[Extracted records Boundary: Start]

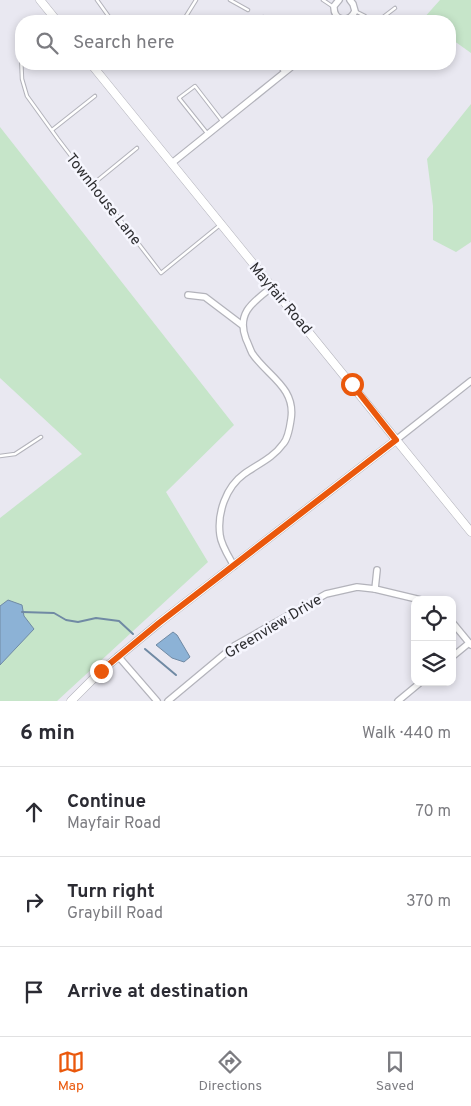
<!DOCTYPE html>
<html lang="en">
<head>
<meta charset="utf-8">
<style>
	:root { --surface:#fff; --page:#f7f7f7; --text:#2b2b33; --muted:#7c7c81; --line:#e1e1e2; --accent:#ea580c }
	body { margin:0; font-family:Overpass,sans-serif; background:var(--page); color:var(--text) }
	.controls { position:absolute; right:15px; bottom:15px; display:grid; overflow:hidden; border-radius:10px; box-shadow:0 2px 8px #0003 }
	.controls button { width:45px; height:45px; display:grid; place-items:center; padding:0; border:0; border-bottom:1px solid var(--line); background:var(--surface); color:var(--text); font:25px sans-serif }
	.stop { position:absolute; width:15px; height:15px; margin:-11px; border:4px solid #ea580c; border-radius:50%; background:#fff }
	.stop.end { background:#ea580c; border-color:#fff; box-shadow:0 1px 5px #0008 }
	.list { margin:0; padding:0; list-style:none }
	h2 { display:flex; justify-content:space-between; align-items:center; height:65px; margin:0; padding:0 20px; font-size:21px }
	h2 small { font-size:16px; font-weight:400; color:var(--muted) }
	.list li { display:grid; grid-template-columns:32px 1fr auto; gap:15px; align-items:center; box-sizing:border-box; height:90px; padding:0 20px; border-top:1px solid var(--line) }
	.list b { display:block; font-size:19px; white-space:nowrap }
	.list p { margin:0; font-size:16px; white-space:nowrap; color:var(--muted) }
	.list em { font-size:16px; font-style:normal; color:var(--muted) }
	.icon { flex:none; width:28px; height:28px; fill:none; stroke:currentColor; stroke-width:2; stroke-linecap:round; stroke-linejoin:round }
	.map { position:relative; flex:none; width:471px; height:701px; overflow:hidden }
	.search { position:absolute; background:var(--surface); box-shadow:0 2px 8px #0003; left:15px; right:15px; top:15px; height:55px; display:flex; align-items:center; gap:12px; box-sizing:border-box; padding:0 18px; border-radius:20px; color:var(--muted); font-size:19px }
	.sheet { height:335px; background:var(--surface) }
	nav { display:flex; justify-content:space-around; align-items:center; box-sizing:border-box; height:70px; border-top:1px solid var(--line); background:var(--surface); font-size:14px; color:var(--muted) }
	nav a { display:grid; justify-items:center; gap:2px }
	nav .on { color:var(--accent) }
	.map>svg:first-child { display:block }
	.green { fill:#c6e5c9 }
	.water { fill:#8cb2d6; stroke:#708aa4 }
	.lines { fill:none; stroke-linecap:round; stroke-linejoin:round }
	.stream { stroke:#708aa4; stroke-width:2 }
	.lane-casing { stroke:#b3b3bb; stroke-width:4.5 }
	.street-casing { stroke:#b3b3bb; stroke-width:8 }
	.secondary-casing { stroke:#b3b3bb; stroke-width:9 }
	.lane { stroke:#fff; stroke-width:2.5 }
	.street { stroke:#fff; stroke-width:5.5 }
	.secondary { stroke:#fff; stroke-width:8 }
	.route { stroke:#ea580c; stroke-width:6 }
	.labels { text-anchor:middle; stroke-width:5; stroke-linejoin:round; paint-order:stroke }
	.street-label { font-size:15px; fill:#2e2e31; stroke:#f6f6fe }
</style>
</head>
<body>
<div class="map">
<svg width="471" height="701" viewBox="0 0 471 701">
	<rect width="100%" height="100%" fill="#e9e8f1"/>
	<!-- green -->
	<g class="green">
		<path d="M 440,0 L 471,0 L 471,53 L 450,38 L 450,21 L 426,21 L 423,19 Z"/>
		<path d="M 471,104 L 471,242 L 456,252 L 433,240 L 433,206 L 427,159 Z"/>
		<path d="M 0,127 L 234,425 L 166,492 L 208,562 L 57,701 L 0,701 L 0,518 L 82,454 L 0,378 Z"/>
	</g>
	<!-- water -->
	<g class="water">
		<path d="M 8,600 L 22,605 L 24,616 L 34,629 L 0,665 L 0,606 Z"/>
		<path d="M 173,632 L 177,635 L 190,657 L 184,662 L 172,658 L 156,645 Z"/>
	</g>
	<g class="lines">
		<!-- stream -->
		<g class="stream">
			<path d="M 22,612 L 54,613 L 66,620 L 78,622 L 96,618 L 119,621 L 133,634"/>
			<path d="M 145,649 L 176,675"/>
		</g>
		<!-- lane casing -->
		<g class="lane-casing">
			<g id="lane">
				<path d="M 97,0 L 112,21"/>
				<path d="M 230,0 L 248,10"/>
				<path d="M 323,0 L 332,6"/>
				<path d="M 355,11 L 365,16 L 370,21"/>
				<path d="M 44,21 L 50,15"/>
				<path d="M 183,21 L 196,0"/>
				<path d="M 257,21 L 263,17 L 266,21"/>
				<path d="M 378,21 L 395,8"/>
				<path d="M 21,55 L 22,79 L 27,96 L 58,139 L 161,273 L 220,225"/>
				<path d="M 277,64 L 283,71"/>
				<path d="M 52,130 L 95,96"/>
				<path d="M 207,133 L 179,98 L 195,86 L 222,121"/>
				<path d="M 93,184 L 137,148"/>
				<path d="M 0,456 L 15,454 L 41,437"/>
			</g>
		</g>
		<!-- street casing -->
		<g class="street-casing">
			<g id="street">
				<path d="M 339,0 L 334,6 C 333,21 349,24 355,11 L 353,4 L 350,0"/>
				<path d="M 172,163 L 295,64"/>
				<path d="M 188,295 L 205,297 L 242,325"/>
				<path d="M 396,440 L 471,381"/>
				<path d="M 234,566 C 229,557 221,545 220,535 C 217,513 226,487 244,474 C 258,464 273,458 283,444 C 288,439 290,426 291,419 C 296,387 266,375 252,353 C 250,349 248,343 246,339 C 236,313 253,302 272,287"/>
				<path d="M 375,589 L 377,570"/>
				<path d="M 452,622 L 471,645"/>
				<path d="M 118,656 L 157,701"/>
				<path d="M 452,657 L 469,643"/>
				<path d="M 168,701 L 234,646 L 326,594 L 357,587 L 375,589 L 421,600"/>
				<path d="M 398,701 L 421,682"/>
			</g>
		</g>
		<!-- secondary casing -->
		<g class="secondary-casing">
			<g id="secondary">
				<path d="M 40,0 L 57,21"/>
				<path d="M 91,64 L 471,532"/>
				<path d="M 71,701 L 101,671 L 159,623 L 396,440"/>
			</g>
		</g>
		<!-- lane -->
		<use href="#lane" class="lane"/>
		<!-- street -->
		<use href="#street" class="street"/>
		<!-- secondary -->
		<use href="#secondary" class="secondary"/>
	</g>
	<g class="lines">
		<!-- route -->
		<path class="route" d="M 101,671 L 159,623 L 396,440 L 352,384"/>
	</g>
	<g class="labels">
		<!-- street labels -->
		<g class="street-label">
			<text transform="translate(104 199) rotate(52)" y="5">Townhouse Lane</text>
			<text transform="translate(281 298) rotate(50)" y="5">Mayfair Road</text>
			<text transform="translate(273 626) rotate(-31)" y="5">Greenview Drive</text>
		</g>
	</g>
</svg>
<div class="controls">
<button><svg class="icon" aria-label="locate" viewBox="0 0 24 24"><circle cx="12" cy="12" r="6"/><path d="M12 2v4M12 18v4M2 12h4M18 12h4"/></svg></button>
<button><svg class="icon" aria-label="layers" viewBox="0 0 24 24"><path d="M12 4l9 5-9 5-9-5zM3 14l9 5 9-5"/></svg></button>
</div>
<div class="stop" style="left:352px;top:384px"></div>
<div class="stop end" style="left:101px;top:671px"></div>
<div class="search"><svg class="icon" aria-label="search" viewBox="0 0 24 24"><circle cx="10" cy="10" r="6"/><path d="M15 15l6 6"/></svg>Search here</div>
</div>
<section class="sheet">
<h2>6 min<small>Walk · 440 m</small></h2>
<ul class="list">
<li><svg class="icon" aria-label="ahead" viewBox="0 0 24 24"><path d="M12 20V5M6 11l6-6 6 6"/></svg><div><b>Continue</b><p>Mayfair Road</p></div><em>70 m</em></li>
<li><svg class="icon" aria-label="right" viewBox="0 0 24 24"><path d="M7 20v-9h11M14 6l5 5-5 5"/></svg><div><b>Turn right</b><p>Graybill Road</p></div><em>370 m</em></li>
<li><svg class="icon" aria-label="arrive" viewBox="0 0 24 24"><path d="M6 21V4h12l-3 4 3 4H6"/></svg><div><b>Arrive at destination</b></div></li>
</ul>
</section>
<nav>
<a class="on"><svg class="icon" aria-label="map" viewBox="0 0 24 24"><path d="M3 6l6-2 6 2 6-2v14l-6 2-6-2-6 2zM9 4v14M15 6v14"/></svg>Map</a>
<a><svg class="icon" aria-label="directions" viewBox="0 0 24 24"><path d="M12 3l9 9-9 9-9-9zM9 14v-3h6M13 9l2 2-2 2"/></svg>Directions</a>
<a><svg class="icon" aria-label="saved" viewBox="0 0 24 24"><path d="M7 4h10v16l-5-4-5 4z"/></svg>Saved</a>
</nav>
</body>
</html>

[Extracted records Boundary: End]

### Task description
Find every line above that contains the word "list", and return each one.

### Exercise response
	.list { margin:0; padding:0; list-style:none }
	.list li { display:grid; grid-template-columns:32px 1fr auto; gap:15px; align-items:center; box-sizing:border-box; height:90px; padding:0 20px; border-top:1px solid var(--line) }
	.list b { display:block; font-size:19px; white-space:nowrap }
	.list p { margin:0; font-size:16px; white-space:nowrap; color:var(--muted) }
	.list em { font-size:16px; font-style:normal; color:var(--muted) }
<ul class="list">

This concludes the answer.